Display module and display device

Technical Field

The invention belongs to the technical field of display, and particularly relates to a display module and a display device.

Background

With the increasing development of display technology, various display products such as liquid crystal display devices, OLED display devices, QLED display devices, and the like are continuously emerging. However, the conventional display product generally performs picture display under circuit control, cannot be displayed in combination with an actual situation, and cannot meet the use requirements of users in certain special scenes.

Disclosure of Invention

The invention aims to at least solve one of the technical problems in the prior art and provides a display module capable of being combined with an actual scene for display.

The technical scheme adopted for solving the technical problems of the invention is a display module, comprising:

a display panel including a plurality of sub-pixel regions;

the first film layer is arranged corresponding to the display panel; the first film layer is divided into a plurality of light-transmitting areas and reflecting areas; the light-transmitting area corresponds to the sub-pixel area; the reflection area is used for reflecting ambient light so that the display module can realize specular reflection.

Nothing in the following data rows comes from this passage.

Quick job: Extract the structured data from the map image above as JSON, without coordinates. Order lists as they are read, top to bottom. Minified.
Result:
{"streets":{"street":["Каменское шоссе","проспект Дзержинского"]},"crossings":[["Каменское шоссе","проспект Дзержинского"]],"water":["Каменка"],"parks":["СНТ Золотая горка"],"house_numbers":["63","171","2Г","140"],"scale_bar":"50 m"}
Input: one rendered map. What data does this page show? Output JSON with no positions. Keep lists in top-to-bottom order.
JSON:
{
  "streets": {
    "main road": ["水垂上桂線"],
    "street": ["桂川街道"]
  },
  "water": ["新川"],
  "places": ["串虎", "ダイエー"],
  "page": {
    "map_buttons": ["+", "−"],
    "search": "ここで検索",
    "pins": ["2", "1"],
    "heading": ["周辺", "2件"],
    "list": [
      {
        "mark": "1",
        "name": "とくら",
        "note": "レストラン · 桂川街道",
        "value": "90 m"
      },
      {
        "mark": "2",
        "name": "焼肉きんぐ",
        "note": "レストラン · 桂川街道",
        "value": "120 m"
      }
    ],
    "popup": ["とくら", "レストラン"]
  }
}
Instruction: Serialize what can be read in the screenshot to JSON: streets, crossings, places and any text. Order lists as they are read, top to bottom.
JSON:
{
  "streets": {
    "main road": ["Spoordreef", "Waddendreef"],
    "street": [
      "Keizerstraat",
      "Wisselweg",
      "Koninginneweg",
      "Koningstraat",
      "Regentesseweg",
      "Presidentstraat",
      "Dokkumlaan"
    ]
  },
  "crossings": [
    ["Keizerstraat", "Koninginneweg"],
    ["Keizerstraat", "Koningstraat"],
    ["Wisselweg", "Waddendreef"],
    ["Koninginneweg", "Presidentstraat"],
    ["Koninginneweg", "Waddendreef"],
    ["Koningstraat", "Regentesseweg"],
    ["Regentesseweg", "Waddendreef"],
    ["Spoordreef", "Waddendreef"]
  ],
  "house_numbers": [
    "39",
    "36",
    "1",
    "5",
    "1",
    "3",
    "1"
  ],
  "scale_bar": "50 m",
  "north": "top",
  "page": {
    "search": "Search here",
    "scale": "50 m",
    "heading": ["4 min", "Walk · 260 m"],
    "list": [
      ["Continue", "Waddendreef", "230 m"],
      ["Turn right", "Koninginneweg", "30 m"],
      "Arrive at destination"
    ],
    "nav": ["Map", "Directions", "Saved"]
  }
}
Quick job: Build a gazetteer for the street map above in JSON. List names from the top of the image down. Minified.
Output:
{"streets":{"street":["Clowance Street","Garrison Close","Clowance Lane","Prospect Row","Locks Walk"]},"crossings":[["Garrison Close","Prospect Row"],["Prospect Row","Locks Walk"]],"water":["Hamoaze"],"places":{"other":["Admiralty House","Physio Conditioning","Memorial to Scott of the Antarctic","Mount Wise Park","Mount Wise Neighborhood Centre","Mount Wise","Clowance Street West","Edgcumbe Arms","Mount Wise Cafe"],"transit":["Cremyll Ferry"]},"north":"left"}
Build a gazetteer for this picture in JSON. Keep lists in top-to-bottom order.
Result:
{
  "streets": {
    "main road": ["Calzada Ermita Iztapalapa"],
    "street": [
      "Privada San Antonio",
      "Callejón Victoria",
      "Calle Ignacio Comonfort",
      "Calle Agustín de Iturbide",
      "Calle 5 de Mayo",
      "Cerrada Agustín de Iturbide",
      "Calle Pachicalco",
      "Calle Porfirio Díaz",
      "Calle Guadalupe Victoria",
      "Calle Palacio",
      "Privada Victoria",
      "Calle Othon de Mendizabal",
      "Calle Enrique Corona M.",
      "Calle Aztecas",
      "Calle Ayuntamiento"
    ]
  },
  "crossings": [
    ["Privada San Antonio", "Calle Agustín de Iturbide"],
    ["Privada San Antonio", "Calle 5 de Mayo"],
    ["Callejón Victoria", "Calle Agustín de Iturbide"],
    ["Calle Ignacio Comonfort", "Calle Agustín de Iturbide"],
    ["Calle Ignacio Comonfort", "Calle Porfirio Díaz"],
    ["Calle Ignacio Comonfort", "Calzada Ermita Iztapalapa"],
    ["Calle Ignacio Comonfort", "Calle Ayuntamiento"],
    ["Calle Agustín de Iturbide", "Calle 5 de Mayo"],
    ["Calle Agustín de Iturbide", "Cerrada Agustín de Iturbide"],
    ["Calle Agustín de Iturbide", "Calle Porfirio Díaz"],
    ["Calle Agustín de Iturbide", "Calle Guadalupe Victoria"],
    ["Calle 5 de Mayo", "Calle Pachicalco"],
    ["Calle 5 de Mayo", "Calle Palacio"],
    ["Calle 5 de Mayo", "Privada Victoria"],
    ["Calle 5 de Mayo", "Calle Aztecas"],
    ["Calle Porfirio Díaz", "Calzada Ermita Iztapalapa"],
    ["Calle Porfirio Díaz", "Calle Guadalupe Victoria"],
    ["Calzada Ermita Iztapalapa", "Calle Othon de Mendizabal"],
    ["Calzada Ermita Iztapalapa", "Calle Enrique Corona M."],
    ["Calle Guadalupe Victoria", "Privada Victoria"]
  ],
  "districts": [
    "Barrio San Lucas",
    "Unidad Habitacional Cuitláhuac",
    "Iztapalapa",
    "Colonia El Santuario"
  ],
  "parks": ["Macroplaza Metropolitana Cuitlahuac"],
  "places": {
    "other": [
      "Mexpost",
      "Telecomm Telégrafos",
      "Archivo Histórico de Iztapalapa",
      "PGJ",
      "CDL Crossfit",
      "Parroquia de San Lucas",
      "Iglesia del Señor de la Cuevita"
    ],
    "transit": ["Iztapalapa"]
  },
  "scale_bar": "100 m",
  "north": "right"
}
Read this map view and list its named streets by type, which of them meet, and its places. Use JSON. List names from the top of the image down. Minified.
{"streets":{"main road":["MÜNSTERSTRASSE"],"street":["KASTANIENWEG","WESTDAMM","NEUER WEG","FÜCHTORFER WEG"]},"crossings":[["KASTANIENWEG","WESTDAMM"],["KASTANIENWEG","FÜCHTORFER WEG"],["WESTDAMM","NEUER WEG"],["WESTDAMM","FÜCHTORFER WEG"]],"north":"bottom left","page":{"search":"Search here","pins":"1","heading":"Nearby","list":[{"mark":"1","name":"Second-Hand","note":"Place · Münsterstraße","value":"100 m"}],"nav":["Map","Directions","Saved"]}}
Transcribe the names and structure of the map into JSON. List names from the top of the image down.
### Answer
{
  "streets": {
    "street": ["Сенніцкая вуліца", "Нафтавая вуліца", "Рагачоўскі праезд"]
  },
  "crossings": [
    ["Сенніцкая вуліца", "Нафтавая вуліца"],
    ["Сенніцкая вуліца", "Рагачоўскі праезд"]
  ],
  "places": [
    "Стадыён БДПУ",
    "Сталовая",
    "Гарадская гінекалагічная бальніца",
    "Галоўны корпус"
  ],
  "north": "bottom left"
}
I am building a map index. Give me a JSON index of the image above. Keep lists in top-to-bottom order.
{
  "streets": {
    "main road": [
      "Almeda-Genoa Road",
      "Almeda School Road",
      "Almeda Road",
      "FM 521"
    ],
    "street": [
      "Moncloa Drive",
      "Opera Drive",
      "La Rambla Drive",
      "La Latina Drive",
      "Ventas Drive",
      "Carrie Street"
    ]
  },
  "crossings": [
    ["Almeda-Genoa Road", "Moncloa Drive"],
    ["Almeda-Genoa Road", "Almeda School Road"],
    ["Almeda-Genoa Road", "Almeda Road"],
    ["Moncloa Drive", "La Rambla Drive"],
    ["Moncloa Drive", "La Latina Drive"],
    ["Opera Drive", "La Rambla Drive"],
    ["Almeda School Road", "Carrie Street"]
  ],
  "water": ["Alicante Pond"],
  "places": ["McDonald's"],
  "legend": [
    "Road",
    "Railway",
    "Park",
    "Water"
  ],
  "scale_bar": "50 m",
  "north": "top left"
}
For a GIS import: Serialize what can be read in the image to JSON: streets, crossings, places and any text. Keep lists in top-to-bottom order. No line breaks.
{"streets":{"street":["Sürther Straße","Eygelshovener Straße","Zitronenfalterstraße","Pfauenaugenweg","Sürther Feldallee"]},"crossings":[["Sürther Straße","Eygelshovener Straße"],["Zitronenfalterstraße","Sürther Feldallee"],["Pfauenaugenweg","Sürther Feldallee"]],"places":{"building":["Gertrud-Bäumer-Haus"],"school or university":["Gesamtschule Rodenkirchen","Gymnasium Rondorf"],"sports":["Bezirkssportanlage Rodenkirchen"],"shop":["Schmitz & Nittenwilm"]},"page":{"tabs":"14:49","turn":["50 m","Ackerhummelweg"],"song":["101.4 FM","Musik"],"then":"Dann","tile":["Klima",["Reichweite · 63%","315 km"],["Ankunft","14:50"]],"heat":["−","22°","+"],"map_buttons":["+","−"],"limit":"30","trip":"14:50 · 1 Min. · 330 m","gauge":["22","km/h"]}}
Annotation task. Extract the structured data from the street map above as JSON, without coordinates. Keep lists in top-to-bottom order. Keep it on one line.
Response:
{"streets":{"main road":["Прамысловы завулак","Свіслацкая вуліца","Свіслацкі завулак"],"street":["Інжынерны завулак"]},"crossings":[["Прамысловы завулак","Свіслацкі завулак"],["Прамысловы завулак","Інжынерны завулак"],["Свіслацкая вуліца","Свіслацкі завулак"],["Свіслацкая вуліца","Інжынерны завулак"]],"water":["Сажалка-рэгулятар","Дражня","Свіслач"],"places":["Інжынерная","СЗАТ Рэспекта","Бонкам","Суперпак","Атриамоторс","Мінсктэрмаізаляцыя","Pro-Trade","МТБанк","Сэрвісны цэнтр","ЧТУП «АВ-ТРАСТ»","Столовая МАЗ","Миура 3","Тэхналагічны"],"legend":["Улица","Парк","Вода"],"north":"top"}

Preferably, the first film layer is a patterned film layer, the hollowed-out portion of the first film layer defines the light-transmitting area, and the main body portion of the first film layer defines the reflecting area.

Preferably, the plurality of sub-pixel areas are arranged in an array; the light-transmitting areas are arranged in an array;

the light-transmitting areas are in one-to-one correspondence with the sub-pixel areas;

or, each plurality of the light-transmitting areas corresponds to one sub-pixel area.

Preferably, the display panel includes a light-transmitting display panel;

the display module assembly still includes: a backlight module for providing a backlight source for the display panel;

the first film layer is arranged between the display panel and the backlight module.

Further preferably, a surface of the reflective region of the first film layer, which is close to the display panel, includes an arc-shaped protrusion structure.

Further preferably, the display module further includes:

the antireflection film layer is arranged between the first film layer and the backlight module and is used for increasing the light transmittance of the first film layer.

Further preferably, the display module further includes: the reflection enhancing film layer is arranged between the first film layer and the display panel and is used for increasing the reflection rate of the first film layer.

Preferably, the first film layer is disposed on a display side of the display panel.

Further preferably, a surface of the reflective region of the first film layer facing away from the display side of the display panel includes an arc-shaped protrusion structure.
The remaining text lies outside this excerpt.